- Task
What are the lines from the top of the entries through the one with "transform-origin:4.5px; border-radius:4.5px; background:#b3261e"? Write them out exactly, with no pictures.

———

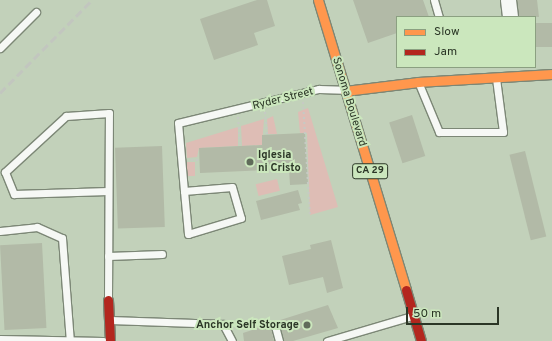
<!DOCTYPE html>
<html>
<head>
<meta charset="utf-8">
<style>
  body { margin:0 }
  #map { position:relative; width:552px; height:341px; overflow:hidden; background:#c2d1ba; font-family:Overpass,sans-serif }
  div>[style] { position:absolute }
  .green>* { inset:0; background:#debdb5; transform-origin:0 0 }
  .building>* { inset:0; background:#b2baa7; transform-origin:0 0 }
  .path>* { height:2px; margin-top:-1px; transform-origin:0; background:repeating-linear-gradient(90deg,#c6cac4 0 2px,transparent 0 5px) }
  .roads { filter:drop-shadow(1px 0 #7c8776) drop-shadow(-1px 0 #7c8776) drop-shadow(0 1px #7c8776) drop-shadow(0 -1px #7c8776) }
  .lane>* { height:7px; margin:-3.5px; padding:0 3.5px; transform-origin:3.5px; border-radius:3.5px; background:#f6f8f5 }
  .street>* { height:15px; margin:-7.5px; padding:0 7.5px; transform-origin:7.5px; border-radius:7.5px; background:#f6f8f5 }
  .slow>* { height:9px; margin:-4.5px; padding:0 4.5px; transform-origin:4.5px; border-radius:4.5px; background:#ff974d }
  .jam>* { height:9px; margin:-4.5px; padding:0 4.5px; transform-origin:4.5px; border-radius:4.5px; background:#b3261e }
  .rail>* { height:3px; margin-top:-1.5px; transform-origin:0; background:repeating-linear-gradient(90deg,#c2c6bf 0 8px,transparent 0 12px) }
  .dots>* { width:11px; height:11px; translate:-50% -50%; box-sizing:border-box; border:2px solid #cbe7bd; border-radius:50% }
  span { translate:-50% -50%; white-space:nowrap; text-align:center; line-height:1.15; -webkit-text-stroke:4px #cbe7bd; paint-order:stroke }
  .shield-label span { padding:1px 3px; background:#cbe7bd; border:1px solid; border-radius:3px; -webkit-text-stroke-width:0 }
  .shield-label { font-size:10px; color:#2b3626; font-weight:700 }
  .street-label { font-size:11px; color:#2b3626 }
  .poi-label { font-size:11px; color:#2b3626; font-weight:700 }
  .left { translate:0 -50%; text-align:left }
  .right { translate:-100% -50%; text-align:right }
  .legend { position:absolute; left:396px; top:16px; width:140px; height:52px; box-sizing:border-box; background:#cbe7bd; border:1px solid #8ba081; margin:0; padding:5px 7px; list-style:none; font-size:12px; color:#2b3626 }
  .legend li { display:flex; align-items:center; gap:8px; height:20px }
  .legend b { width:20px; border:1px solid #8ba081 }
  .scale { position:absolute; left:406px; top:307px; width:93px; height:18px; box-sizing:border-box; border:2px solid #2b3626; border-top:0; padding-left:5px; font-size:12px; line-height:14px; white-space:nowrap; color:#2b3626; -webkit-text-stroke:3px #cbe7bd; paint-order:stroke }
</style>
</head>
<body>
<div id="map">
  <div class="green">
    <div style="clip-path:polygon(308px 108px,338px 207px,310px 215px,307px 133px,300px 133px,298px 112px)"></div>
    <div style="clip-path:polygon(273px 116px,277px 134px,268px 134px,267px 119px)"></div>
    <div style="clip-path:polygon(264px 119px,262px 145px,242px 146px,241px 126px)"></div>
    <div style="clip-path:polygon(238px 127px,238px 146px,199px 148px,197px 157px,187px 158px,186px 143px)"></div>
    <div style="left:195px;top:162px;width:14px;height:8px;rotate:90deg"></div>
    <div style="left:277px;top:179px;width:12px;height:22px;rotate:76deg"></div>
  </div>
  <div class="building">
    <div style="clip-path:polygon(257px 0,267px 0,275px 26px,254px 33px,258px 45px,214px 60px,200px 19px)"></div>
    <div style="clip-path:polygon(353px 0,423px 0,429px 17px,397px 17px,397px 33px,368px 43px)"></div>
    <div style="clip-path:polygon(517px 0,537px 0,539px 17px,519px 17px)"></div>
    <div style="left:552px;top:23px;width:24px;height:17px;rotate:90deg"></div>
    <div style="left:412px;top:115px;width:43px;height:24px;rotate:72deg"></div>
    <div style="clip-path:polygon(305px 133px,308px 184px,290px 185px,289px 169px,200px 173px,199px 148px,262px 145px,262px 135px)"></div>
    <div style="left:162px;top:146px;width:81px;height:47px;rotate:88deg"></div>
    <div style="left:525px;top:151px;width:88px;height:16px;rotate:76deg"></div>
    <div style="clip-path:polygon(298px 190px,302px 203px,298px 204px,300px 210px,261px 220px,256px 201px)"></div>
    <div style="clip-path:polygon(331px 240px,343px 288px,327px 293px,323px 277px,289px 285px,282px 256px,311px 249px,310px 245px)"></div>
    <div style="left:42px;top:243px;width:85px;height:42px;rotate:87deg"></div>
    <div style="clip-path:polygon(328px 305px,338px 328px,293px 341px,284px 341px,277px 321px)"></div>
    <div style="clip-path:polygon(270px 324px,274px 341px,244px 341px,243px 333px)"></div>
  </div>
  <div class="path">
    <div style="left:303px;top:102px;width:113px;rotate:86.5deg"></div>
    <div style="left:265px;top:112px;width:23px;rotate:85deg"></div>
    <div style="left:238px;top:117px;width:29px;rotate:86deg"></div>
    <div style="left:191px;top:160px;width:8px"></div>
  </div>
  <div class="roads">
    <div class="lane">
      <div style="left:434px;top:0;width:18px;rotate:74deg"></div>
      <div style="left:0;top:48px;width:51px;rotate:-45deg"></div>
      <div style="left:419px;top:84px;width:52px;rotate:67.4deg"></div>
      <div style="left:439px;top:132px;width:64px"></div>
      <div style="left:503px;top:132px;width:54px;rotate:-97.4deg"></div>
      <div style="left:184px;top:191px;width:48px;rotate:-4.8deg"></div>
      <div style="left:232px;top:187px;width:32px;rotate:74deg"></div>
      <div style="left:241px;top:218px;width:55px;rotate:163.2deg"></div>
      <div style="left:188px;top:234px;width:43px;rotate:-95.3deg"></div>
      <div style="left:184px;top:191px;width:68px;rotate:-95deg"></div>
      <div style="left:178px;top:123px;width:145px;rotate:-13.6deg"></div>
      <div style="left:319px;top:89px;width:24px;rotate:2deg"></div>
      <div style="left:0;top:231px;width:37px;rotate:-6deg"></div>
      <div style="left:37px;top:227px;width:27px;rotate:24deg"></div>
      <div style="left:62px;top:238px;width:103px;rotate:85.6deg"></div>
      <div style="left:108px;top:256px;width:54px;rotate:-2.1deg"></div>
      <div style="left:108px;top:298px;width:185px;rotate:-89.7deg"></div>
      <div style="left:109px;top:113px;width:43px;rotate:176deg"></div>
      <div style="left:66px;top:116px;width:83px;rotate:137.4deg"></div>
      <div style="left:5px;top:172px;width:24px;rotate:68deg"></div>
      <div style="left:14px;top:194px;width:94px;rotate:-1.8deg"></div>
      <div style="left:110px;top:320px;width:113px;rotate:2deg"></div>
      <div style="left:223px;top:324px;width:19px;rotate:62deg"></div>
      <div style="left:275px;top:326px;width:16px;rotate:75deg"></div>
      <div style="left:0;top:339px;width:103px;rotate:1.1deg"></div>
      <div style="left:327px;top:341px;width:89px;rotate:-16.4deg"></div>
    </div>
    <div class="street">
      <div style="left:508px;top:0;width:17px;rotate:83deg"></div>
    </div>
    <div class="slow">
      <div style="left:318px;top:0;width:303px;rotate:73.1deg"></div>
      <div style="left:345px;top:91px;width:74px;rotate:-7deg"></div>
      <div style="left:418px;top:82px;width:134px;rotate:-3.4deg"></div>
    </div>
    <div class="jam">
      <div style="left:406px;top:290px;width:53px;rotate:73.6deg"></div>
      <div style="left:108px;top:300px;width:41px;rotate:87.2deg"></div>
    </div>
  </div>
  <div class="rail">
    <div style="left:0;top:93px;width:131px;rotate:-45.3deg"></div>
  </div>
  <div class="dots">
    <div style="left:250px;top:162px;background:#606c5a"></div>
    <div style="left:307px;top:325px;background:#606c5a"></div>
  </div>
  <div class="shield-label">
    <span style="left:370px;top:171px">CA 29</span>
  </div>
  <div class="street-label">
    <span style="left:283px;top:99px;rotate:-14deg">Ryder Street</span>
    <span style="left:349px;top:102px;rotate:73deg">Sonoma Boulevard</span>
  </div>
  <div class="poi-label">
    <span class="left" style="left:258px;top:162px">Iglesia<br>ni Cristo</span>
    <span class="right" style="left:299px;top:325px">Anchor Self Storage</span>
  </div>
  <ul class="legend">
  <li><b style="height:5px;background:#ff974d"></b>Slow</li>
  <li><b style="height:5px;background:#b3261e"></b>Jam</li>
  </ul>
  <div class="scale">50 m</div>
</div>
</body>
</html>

———

- Solution
<!DOCTYPE html>
<html>
<head>
<meta charset="utf-8">
<style>
  body { margin:0 }
  #map { position:relative; width:552px; height:341px; overflow:hidden; background:#c2d1ba; font-family:Overpass,sans-serif }
  div>[style] { position:absolute }
  .green>* { inset:0; background:#debdb5; transform-origin:0 0 }
  .building>* { inset:0; background:#b2baa7; transform-origin:0 0 }
  .path>* { height:2px; margin-top:-1px; transform-origin:0; background:repeating-linear-gradient(90deg,#c6cac4 0 2px,transparent 0 5px) }
  .roads { filter:drop-shadow(1px 0 #7c8776) drop-shadow(-1px 0 #7c8776) drop-shadow(0 1px #7c8776) drop-shadow(0 -1px #7c8776) }
  .lane>* { height:7px; margin:-3.5px; padding:0 3.5px; transform-origin:3.5px; border-radius:3.5px; background:#f6f8f5 }
  .street>* { height:15px; margin:-7.5px; padding:0 7.5px; transform-origin:7.5px; border-radius:7.5px; background:#f6f8f5 }
  .slow>* { height:9px; margin:-4.5px; padding:0 4.5px; transform-origin:4.5px; border-radius:4.5px; background:#ff974d }
  .jam>* { height:9px; margin:-4.5px; padding:0 4.5px; transform-origin:4.5px; border-radius:4.5px; background:#b3261e }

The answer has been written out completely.